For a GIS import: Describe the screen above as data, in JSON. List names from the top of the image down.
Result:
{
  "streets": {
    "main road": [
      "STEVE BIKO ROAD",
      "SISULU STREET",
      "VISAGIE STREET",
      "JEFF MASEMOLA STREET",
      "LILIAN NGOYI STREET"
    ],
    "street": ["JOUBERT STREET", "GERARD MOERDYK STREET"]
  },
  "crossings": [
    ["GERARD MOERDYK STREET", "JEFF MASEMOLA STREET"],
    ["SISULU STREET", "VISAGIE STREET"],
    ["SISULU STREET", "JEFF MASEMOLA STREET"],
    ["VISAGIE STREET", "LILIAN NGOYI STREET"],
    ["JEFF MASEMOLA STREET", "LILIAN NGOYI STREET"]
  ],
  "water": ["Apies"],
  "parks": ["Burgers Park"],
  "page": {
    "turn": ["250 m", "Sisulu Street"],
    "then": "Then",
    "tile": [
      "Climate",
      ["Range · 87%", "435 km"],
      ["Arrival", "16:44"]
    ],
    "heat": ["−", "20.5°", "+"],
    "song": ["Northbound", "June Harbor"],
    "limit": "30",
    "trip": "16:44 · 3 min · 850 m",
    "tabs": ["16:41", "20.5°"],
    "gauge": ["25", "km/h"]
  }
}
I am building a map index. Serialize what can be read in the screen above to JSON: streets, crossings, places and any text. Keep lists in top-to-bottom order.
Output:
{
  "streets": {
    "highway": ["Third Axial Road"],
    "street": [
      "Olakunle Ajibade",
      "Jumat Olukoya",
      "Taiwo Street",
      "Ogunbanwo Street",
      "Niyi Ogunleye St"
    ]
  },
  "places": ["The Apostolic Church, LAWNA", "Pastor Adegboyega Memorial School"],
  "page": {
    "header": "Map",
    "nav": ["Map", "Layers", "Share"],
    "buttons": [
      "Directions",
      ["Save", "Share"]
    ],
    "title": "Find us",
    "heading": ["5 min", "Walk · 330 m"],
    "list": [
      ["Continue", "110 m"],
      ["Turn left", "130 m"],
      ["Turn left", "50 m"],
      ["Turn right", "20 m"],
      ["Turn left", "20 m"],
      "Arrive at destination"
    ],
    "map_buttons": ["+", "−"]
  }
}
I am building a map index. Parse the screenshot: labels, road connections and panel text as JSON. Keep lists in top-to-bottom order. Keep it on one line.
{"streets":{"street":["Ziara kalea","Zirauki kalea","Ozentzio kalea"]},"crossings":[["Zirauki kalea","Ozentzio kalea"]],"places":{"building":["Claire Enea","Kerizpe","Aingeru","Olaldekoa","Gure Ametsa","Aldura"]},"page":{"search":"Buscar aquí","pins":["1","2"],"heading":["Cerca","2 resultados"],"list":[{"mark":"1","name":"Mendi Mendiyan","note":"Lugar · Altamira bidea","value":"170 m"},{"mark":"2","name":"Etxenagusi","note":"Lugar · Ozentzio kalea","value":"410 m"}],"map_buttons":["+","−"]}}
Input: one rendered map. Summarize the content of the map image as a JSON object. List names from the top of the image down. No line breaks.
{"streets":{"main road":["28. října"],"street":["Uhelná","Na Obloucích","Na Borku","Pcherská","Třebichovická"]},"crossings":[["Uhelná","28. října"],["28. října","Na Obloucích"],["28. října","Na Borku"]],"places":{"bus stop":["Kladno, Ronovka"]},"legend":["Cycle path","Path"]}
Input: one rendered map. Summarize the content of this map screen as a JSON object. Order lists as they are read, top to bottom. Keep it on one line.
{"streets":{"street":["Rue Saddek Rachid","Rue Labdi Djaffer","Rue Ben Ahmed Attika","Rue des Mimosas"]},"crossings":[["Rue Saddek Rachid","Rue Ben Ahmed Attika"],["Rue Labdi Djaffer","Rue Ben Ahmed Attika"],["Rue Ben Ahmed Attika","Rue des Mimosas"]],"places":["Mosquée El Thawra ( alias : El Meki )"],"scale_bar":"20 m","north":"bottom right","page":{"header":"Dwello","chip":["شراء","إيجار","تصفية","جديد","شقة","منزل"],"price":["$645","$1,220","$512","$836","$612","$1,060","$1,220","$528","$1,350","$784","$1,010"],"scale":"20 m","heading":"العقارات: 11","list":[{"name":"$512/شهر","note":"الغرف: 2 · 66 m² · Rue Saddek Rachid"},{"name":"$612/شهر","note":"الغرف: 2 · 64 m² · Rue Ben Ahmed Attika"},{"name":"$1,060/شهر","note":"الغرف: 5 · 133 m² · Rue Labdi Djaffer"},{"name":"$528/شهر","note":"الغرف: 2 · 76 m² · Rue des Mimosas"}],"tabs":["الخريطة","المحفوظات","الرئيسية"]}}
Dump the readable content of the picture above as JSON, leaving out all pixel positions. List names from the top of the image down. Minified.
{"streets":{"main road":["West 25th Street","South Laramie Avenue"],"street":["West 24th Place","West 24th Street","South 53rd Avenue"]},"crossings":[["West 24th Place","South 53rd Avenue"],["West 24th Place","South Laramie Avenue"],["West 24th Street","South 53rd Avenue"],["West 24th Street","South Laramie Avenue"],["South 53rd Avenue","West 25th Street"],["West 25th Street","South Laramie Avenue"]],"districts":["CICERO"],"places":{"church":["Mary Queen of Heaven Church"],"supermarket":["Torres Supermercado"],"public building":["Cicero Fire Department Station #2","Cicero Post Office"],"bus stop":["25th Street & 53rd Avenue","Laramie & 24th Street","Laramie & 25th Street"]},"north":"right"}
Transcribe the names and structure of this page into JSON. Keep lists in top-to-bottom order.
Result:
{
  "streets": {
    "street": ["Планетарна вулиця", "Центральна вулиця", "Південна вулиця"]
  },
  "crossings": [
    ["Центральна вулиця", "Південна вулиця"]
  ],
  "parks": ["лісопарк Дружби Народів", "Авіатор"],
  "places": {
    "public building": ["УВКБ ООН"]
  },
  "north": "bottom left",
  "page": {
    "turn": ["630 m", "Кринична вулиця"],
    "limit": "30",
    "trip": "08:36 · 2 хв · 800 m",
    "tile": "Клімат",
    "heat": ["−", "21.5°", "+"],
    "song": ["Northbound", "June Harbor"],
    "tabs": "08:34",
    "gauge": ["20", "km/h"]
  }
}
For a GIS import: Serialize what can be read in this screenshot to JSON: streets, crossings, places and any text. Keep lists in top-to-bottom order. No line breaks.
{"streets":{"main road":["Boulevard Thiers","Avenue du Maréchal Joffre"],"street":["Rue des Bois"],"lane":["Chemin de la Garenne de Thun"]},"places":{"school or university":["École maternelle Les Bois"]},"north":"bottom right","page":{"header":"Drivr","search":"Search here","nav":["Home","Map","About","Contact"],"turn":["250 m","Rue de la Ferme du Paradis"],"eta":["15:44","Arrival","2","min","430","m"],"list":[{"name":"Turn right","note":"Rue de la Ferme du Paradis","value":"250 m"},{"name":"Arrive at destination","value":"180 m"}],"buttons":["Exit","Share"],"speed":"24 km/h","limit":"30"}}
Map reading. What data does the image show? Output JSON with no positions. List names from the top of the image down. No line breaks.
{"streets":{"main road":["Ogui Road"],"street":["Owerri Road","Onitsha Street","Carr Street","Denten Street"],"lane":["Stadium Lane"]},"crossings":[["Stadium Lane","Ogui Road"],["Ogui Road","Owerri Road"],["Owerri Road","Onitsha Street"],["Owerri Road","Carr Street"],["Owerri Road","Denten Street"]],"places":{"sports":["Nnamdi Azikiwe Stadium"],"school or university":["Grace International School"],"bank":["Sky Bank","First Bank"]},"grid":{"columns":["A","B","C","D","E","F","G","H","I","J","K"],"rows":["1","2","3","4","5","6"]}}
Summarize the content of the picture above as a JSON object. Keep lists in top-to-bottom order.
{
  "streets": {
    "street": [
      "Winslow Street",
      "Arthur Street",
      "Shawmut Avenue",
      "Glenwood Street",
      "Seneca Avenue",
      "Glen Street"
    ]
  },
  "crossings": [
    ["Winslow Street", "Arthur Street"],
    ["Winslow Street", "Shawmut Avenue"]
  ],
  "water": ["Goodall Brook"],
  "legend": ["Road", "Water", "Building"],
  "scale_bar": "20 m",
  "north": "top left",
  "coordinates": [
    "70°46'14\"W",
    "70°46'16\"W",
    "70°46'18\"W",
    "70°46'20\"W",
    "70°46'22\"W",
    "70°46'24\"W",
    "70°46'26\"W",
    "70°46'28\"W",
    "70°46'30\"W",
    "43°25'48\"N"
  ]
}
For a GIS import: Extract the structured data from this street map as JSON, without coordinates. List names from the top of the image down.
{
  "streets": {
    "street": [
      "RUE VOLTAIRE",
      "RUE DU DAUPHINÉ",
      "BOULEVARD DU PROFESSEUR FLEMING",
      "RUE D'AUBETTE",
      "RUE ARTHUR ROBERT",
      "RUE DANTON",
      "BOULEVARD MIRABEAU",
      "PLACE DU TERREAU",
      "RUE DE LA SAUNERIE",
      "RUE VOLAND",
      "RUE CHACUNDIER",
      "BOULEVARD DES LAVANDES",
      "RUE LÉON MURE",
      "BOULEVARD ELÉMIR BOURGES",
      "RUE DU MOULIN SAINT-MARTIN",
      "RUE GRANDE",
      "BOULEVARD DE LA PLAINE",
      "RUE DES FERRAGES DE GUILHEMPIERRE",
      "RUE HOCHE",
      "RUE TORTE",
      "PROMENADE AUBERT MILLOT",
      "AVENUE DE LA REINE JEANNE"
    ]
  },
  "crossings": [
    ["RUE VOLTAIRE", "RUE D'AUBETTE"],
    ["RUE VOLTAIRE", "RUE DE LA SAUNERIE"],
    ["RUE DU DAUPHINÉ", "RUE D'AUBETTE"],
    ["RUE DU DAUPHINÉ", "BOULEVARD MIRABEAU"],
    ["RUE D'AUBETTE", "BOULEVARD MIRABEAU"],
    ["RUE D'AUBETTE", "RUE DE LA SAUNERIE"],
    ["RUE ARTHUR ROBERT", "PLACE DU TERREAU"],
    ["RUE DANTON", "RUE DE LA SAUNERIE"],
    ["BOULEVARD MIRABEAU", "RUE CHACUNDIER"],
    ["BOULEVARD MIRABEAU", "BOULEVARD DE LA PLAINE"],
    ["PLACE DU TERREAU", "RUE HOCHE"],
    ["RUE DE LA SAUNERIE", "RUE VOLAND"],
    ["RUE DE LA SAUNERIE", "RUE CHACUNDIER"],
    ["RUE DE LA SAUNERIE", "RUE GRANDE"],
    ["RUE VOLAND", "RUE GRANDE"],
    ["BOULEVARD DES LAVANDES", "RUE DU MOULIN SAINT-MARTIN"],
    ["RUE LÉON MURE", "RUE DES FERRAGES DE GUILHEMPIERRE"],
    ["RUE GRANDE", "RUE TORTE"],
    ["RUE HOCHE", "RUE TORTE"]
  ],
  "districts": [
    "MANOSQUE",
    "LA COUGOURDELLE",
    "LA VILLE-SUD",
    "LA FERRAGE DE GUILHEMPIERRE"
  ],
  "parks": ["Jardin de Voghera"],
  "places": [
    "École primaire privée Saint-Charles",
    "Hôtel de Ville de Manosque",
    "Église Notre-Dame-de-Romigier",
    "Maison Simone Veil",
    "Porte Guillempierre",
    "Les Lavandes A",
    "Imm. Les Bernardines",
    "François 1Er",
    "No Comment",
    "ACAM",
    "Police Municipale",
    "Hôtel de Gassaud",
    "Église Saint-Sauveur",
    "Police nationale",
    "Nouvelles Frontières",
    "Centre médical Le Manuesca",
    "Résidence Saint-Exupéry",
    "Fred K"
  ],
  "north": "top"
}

Assigned task - Write out the material above exactly, please, from its first line up to and including the line where "I am building a map index. Serialize" appears, and stop there.

Solution below -
For a GIS import: Describe the screen above as data, in JSON. List names from the top of the image down.
Result:
{
  "streets": {
    "main road": [
      "STEVE BIKO ROAD",
      "SISULU STREET",
      "VISAGIE STREET",
      "JEFF MASEMOLA STREET",
      "LILIAN NGOYI STREET"
    ],
    "street": ["JOUBERT STREET", "GERARD MOERDYK STREET"]
  },
  "crossings": [
    ["GERARD MOERDYK STREET", "JEFF MASEMOLA STREET"],
    ["SISULU STREET", "VISAGIE STREET"],
    ["SISULU STREET", "JEFF MASEMOLA STREET"],
    ["VISAGIE STREET", "LILIAN NGOYI STREET"],
    ["JEFF MASEMOLA STREET", "LILIAN NGOYI STREET"]
  ],
  "water": ["Apies"],
  "parks": ["Burgers Park"],
  "page": {
    "turn": ["250 m", "Sisulu Street"],
    "then": "Then",
    "tile": [
      "Climate",
      ["Range · 87%", "435 km"],
      ["Arrival", "16:44"]
    ],
    "heat": ["−", "20.5°", "+"],
    "song": ["Northbound", "June Harbor"],
    "limit": "30",
    "trip": "16:44 · 3 min · 850 m",
    "tabs": ["16:41", "20.5°"],
    "gauge": ["25", "km/h"]
  }
}
I am building a map index. Serialize what can be read in the screen above to JSON: streets, crossings, places and any text. Keep lists in top-to-bottom order.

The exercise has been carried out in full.